TASK DESCRIPTION:
In the records below, pick out all lines containing the word "data".

PROVIDED ENTRIES:
____

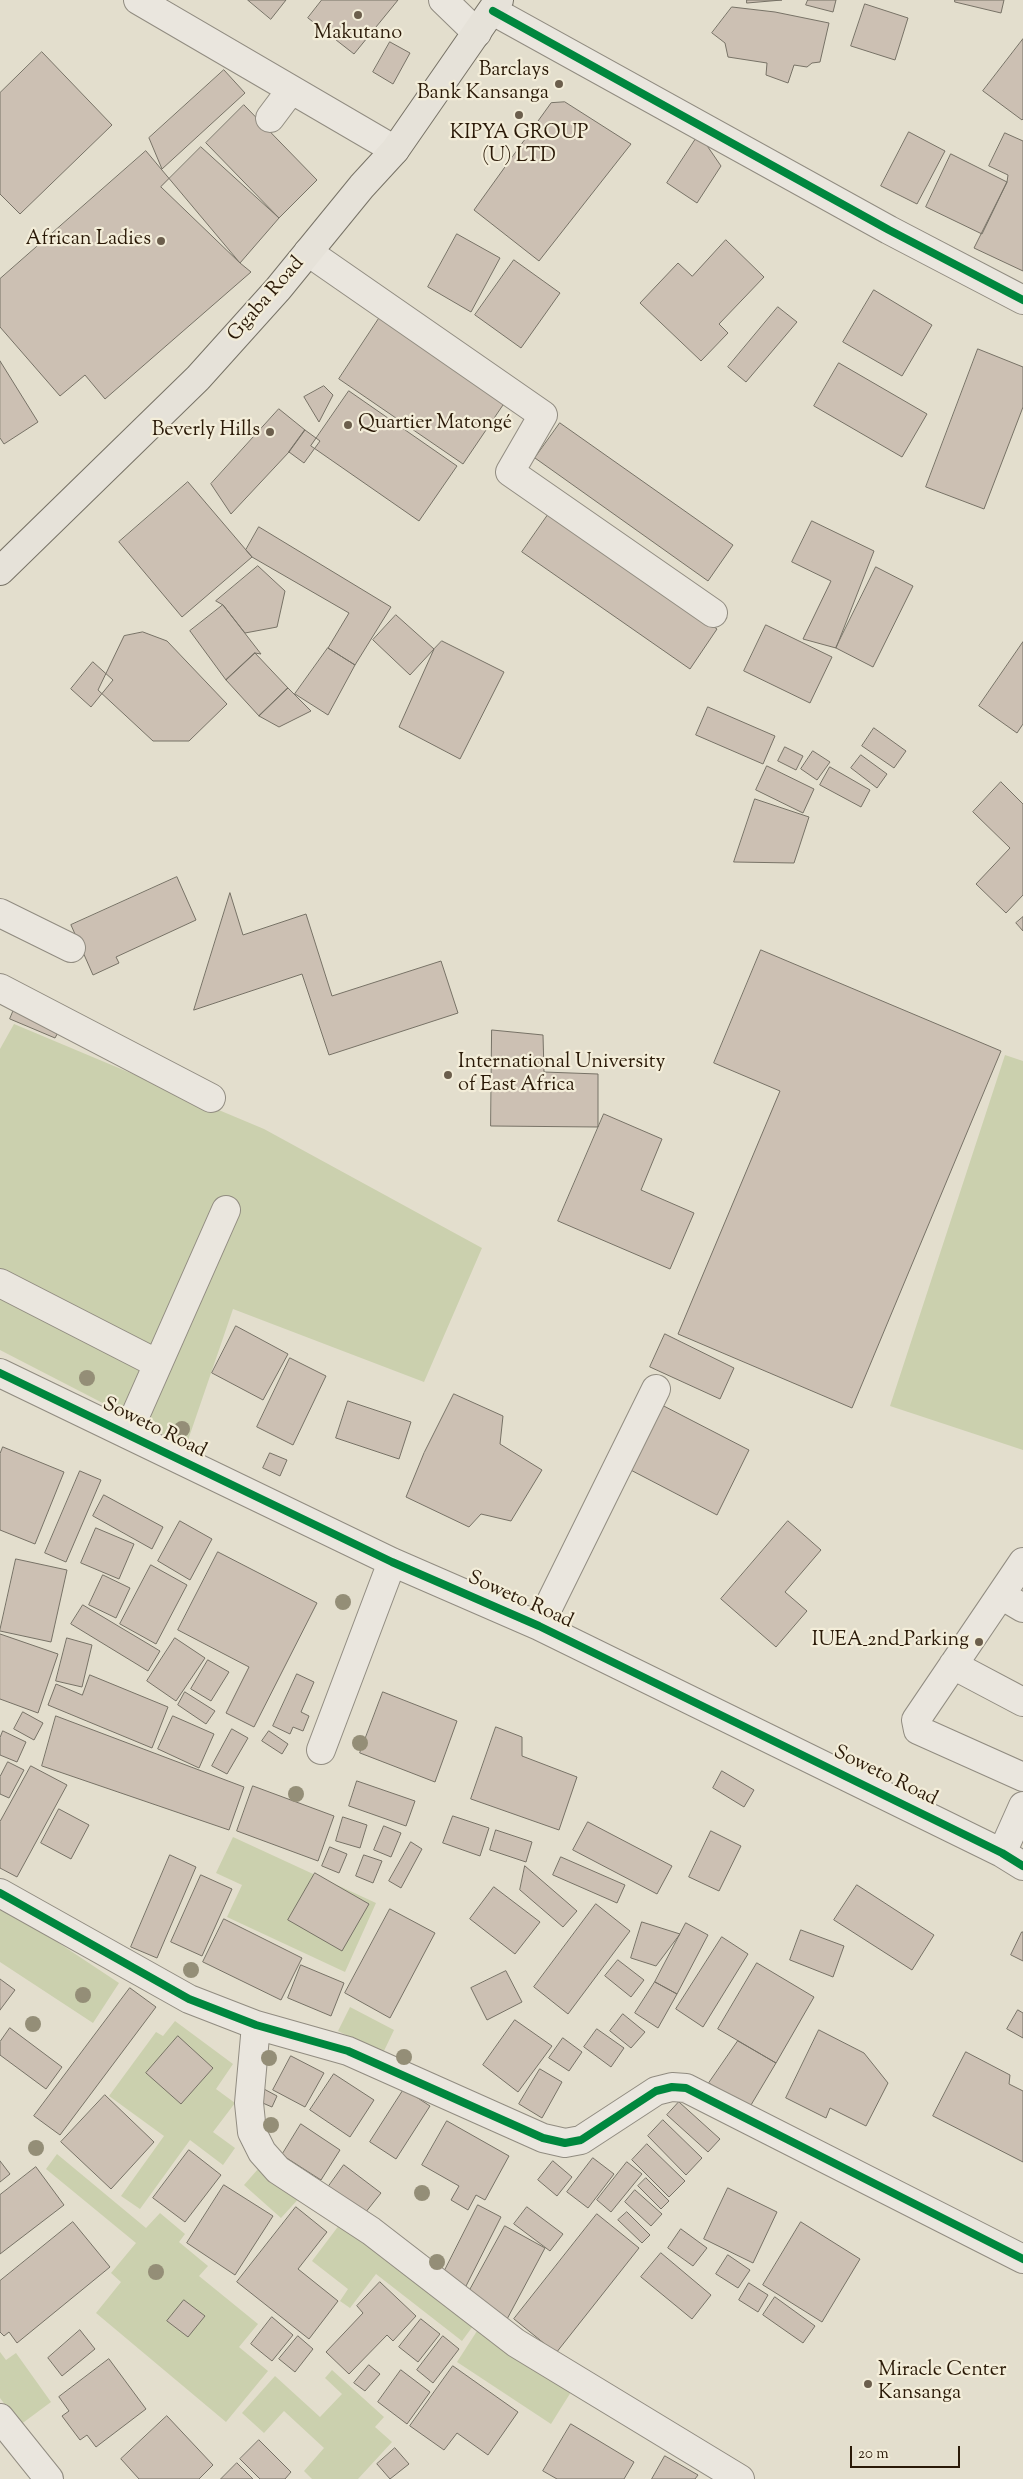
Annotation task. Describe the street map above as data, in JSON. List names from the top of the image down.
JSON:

____

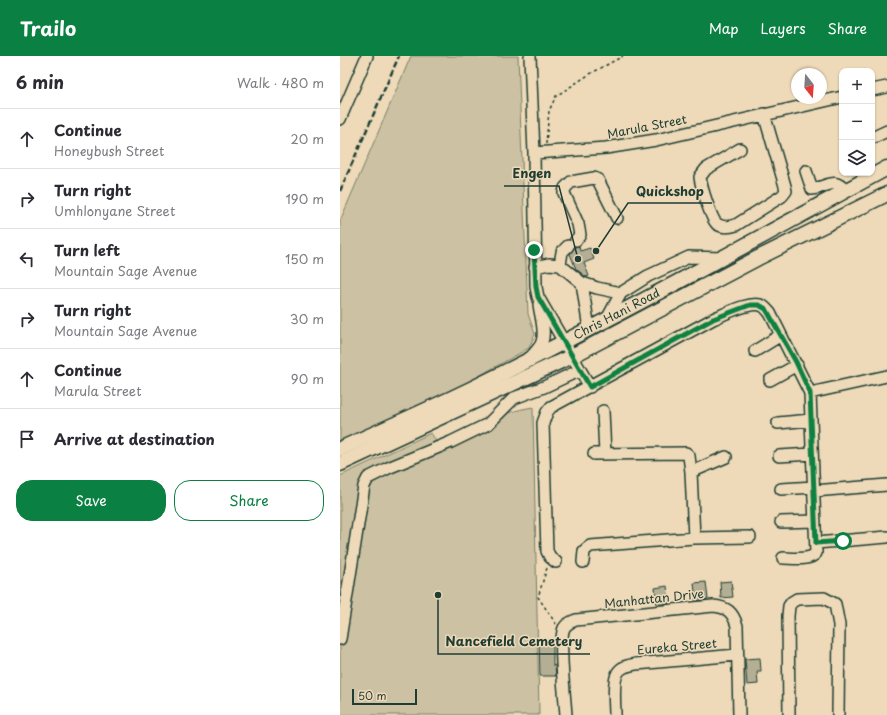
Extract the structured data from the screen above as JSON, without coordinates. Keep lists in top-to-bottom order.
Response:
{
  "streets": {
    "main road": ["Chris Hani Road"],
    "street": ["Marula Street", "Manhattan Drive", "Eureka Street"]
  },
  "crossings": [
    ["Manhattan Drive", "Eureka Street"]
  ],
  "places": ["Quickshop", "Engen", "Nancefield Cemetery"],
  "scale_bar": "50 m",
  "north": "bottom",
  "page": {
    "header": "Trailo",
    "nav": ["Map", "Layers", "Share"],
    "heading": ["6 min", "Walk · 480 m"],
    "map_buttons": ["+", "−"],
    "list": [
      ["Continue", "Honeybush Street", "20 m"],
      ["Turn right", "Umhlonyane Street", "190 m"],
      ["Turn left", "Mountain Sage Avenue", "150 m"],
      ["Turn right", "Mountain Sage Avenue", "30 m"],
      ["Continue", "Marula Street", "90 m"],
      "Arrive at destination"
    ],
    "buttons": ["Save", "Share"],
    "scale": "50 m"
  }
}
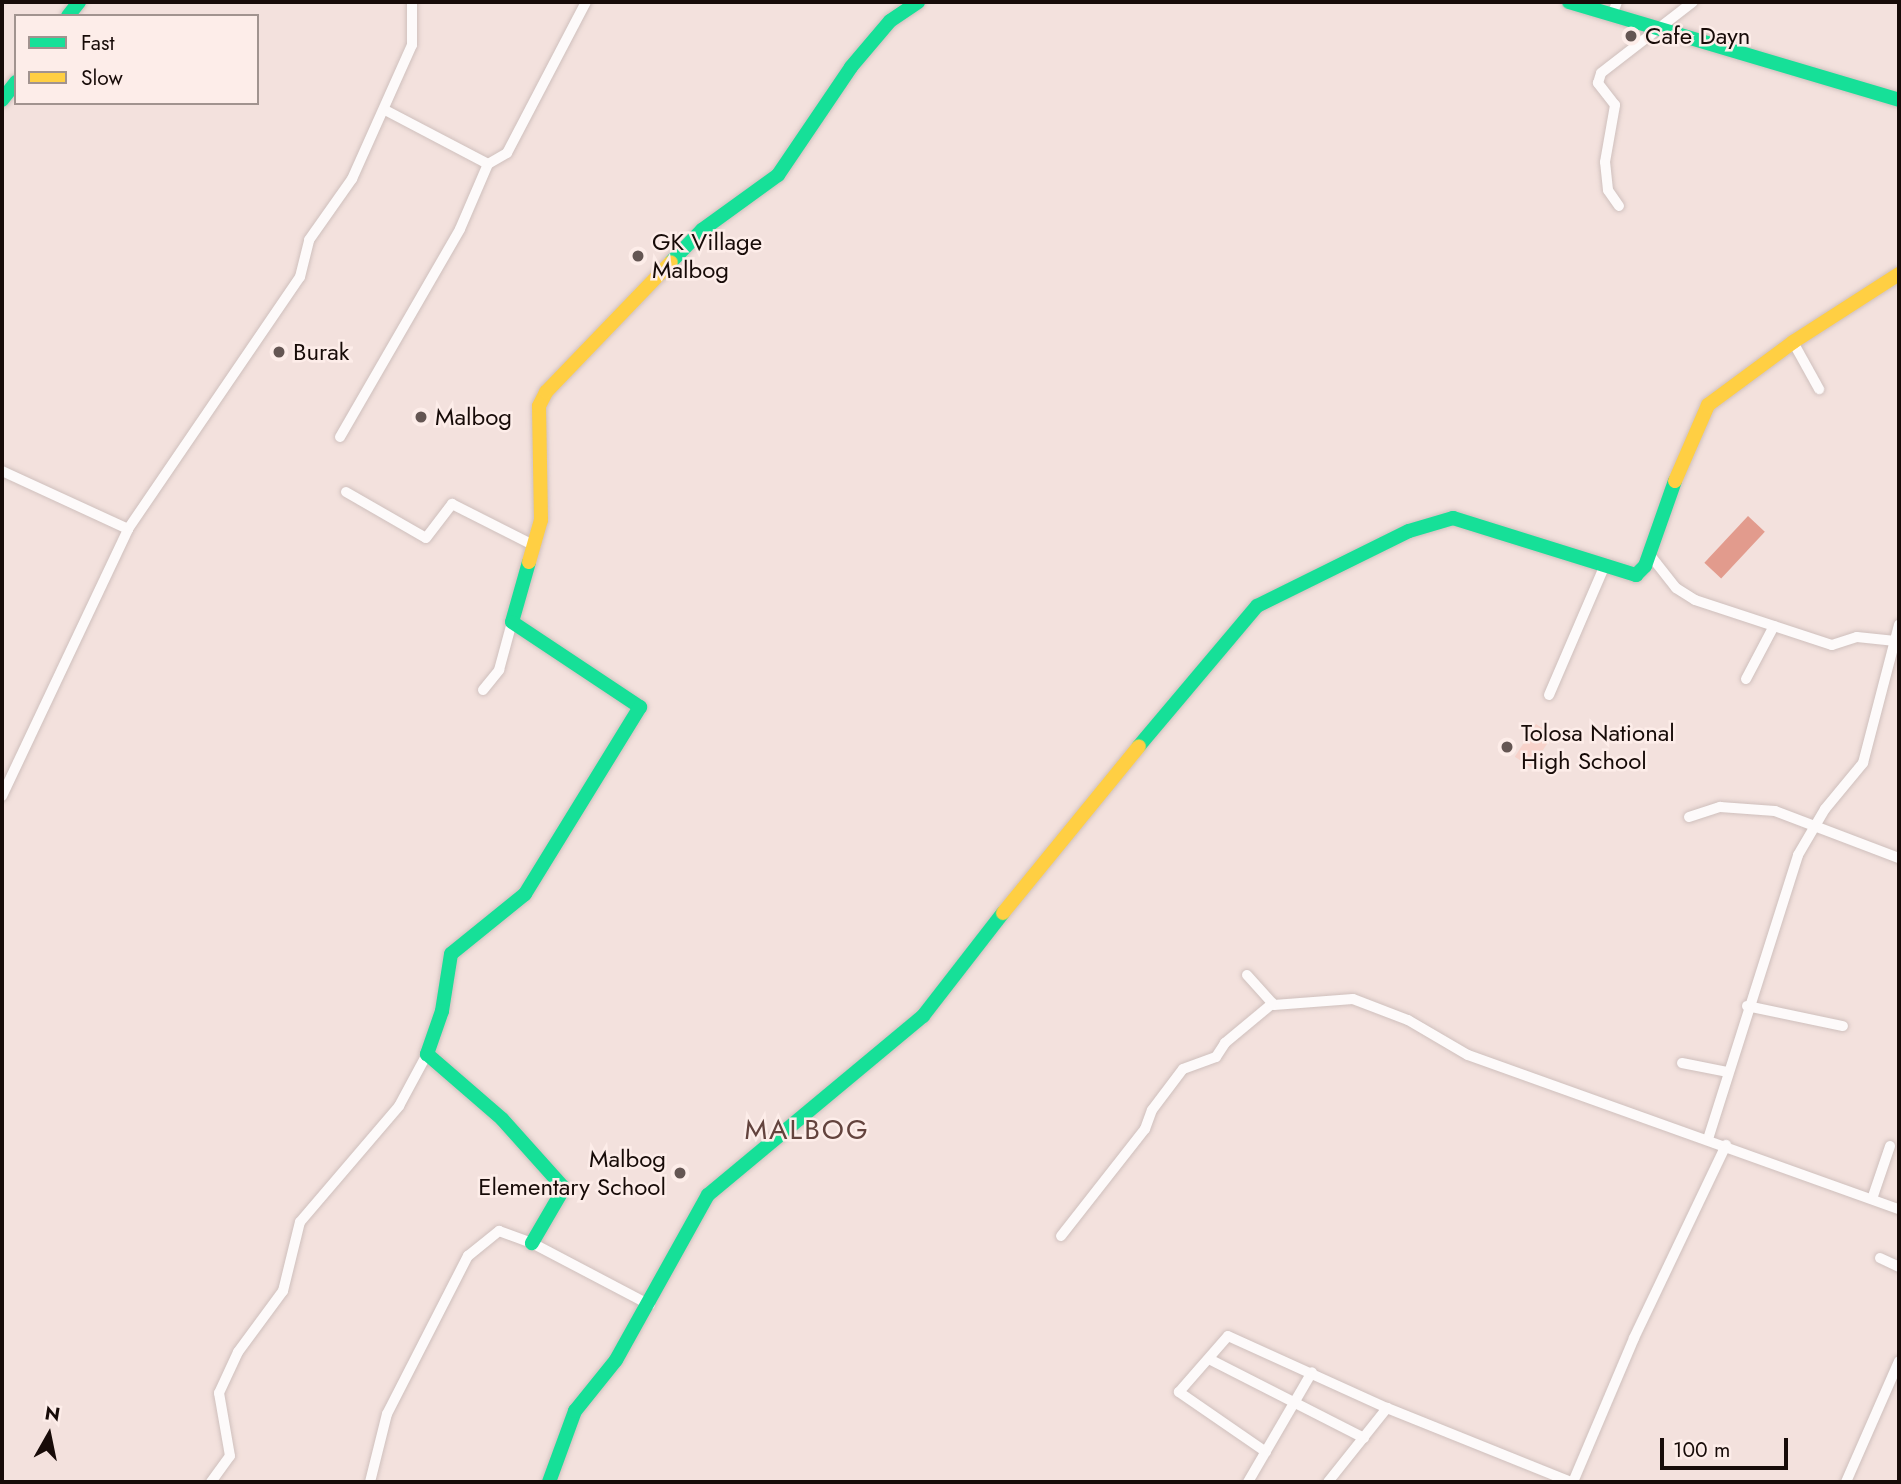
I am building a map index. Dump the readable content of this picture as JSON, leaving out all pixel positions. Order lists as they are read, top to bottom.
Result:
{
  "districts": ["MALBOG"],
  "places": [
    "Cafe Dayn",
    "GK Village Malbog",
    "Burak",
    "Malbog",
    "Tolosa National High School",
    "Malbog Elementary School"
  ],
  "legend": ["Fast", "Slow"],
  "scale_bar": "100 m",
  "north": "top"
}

____

ANSWER:
Annotation task. Describe the street map above as data, in JSON. List names from the top of the image down.
Extract the structured data from the screen above as JSON, without coordinates. Keep lists in top-to-bottom order.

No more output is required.